# Use YARN with S3

When using the [Start a PDI cluster on YARN](https://pentaho-public.atlassian.net/wiki/spaces/EAI/pages/388312923/Start+a+PDI+Cluster+on+YARN) and [Stop a PDI cluster on YARN job](https://pentaho-public.atlassian.net/wiki/spaces/EAI/pages/388312925/Stop+a+PDI+Cluster+on+YARN) entries to run a transformation that attempts to read data from an Amazon S3 bucket, the transformation fails. The transformation fails because the Pentaho metastore is not accessible to PDI on the cluster. To resolve this problem, verify that the Pentaho metastore is accessible to PDI on the cluster.
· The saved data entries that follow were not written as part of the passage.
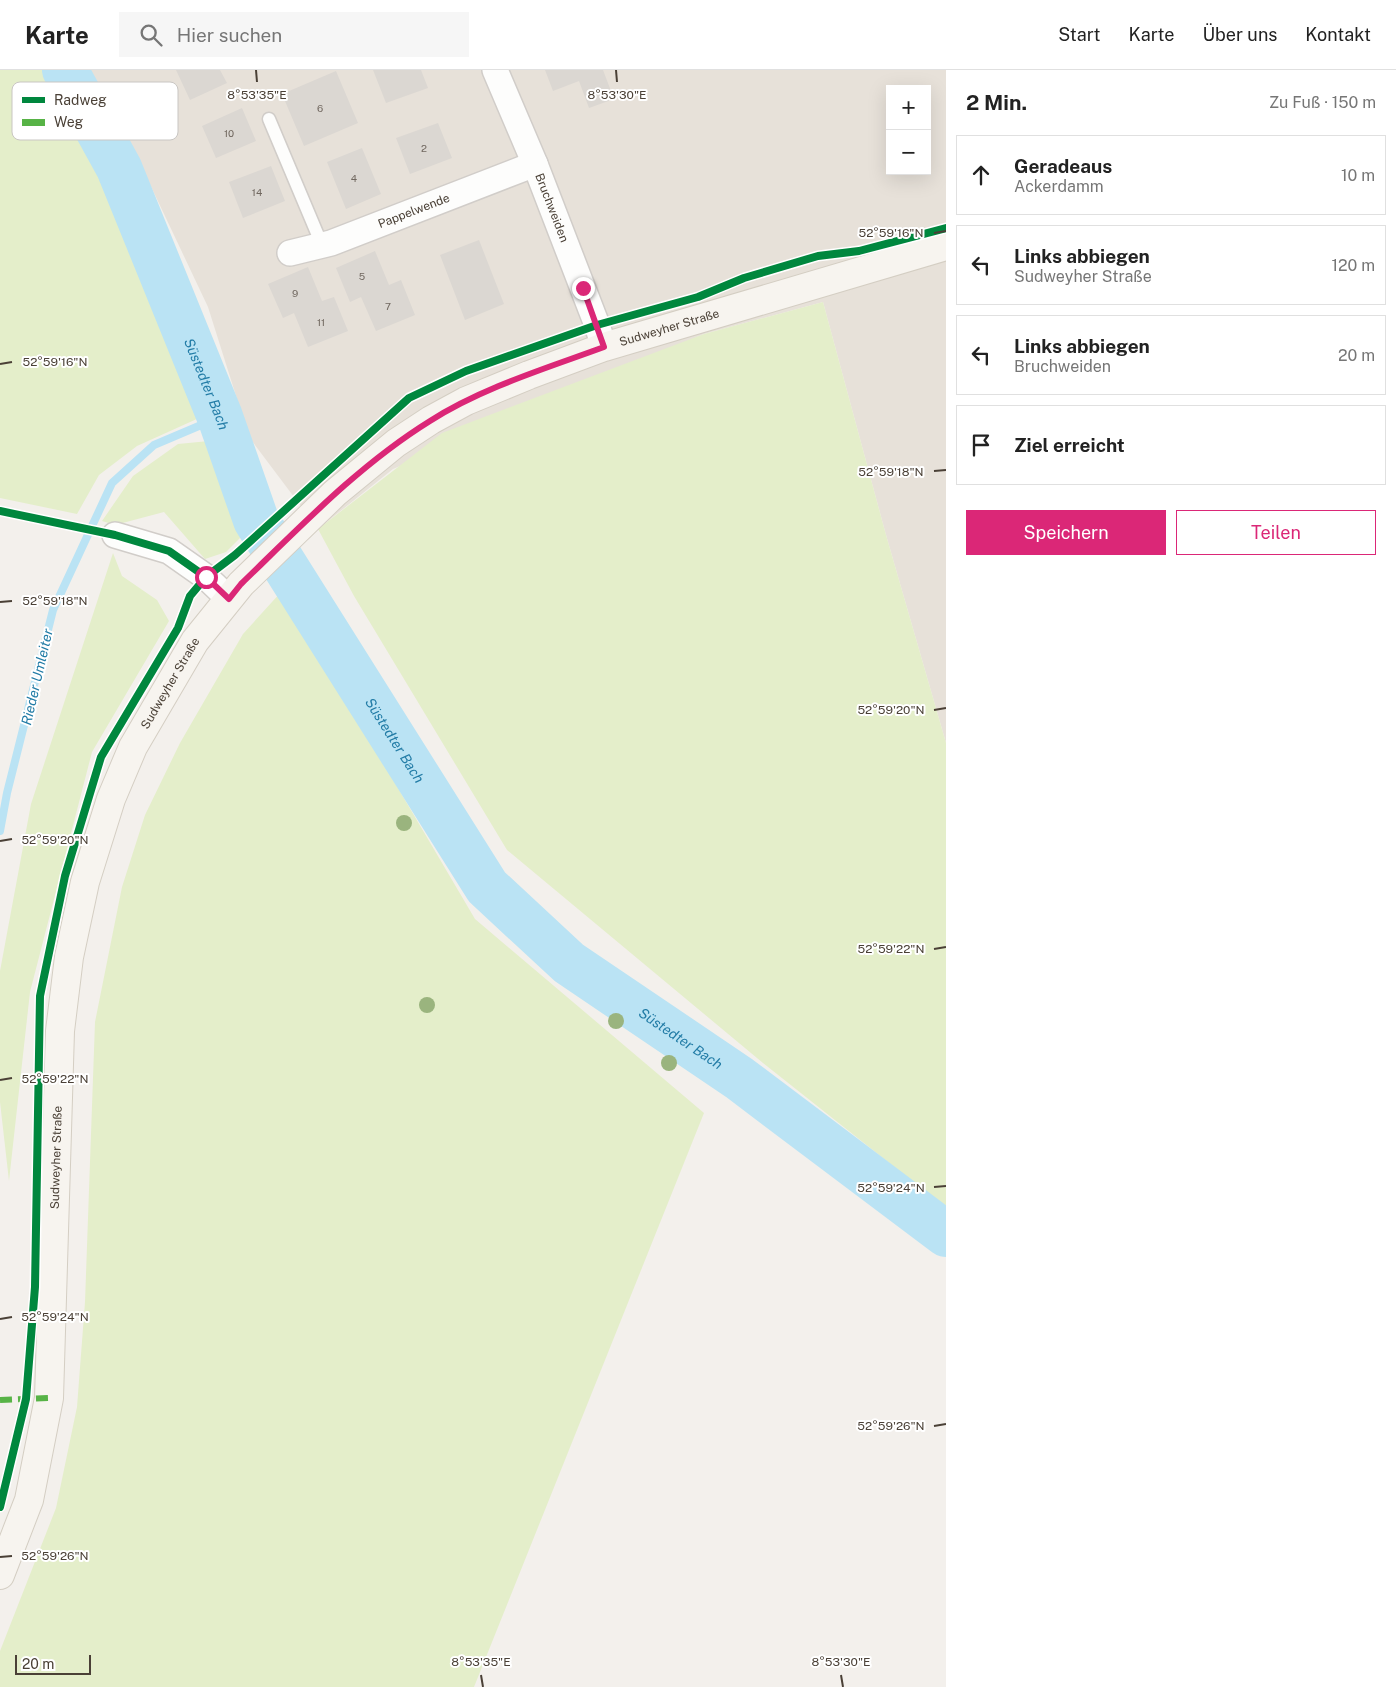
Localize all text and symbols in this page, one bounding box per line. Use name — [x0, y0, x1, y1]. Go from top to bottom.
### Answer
search box — [119, 12, 469, 57]
text: Karte — [25, 21, 89, 49]
icon: search — [137, 21, 165, 49]
text: Hier suchen — [177, 24, 282, 46]
text: Start — [1058, 24, 1101, 45]
text: Karte — [1129, 24, 1174, 45]
text: Über uns — [1202, 24, 1277, 45]
text: Kontakt — [1305, 24, 1371, 45]
legend — [12, 82, 178, 140]
map controls — [886, 85, 931, 175]
button: + — [886, 85, 931, 130]
text: 8°53'35"E — [227, 88, 287, 102]
text: 8°53'30"E — [588, 88, 646, 102]
text: 2 Min. — [966, 90, 1027, 115]
text: Radweg — [54, 92, 107, 108]
text: Zu Fuß · 150 m — [1269, 93, 1376, 112]
house number: 6 — [317, 102, 323, 114]
text: Weg — [54, 114, 84, 130]
house number: 10 — [224, 127, 234, 139]
button: − — [886, 130, 931, 175]
house number: 2 — [421, 142, 427, 154]
text: Geradeaus — [1014, 155, 1112, 177]
icon: ahead — [967, 161, 995, 189]
text: 10 m — [1341, 166, 1375, 185]
street label: Bruchweiden — [532, 171, 571, 244]
house number: 4 — [351, 172, 357, 184]
text: Ackerdamm — [1014, 177, 1104, 196]
house number: 14 — [252, 186, 262, 198]
street label: Pappelwende — [376, 191, 452, 231]
text: 52°59'16"N — [858, 226, 924, 240]
text: Links abbiegen — [1014, 245, 1150, 267]
icon: left — [967, 251, 995, 279]
text: 120 m — [1331, 256, 1375, 275]
text: Sudweyher Straße — [1014, 267, 1152, 286]
house number: 5 — [359, 270, 365, 282]
route end — [572, 277, 595, 300]
house number: 9 — [292, 287, 298, 299]
house number: 7 — [385, 300, 391, 312]
street label: Sudweyher Straße — [618, 306, 721, 349]
house number: 11 — [317, 316, 325, 328]
text: Links abbiegen — [1014, 335, 1150, 357]
water label: Süstedter Bach — [181, 336, 232, 432]
icon: left — [967, 341, 995, 369]
text: 20 m — [1338, 346, 1375, 365]
text: 52°59'16"N — [22, 355, 88, 369]
text: Bruchweiden — [1014, 357, 1111, 376]
icon: arrive — [967, 431, 995, 459]
text: Ziel erreicht — [1014, 434, 1125, 456]
text: 52°59'18"N — [858, 465, 924, 479]
button: Speichern — [966, 510, 1166, 555]
button: Teilen — [1176, 510, 1376, 555]
route start — [195, 566, 218, 589]
text: 52°59'18"N — [22, 594, 88, 608]
water label: Rieder Umleiter — [18, 627, 56, 727]
street label: Sudweyher Straße — [138, 635, 203, 731]
water label: Süstedter Bach — [362, 695, 427, 786]
text: 52°59'20"N — [857, 703, 925, 717]
text: 52°59'20"N — [21, 833, 89, 847]
text: 52°59'22"N — [857, 942, 925, 956]
water label: Süstedter Bach — [636, 1005, 726, 1073]
text: 52°59'22"N — [21, 1072, 89, 1086]
street label: Sudweyher Straße — [48, 1105, 65, 1209]
text: 52°59'24"N — [857, 1181, 925, 1195]
text: 52°59'24"N — [21, 1310, 89, 1324]
text: 52°59'26"N — [857, 1419, 925, 1433]
text: 52°59'26"N — [21, 1549, 89, 1563]
scale bar — [15, 1652, 91, 1675]
text: 8°53'35"E — [451, 1655, 511, 1669]
text: 8°53'30"E — [812, 1655, 870, 1669]
text: 20 m — [22, 1656, 54, 1672]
Perform the following steps to make the Pentaho metastore accessible to PDI:

1. Navigate to the `<user>/.pentaho/metastore` directory on the machine with the PDI client.
2. On the cluster where the Yarn server is located, create a new directory in the `design-tools/data-integration/plugins/pentaho-big-data-plugin` directory, then copy the metastore directory into this location. This directory is the *\<NEW\_META\_FOLDER\_LOCATION>* variable.
3. Navigate to the `design-tools/data-integration` directory and open the `carte.sh` file with any text editor.
4. Add the following code in the line before the `export OPT` line: `OPT="$OPT -DPENTAHO_METASTORE_FOLDER=<NEW_META_FOLDER_LOCATION>"`, then save and close the file.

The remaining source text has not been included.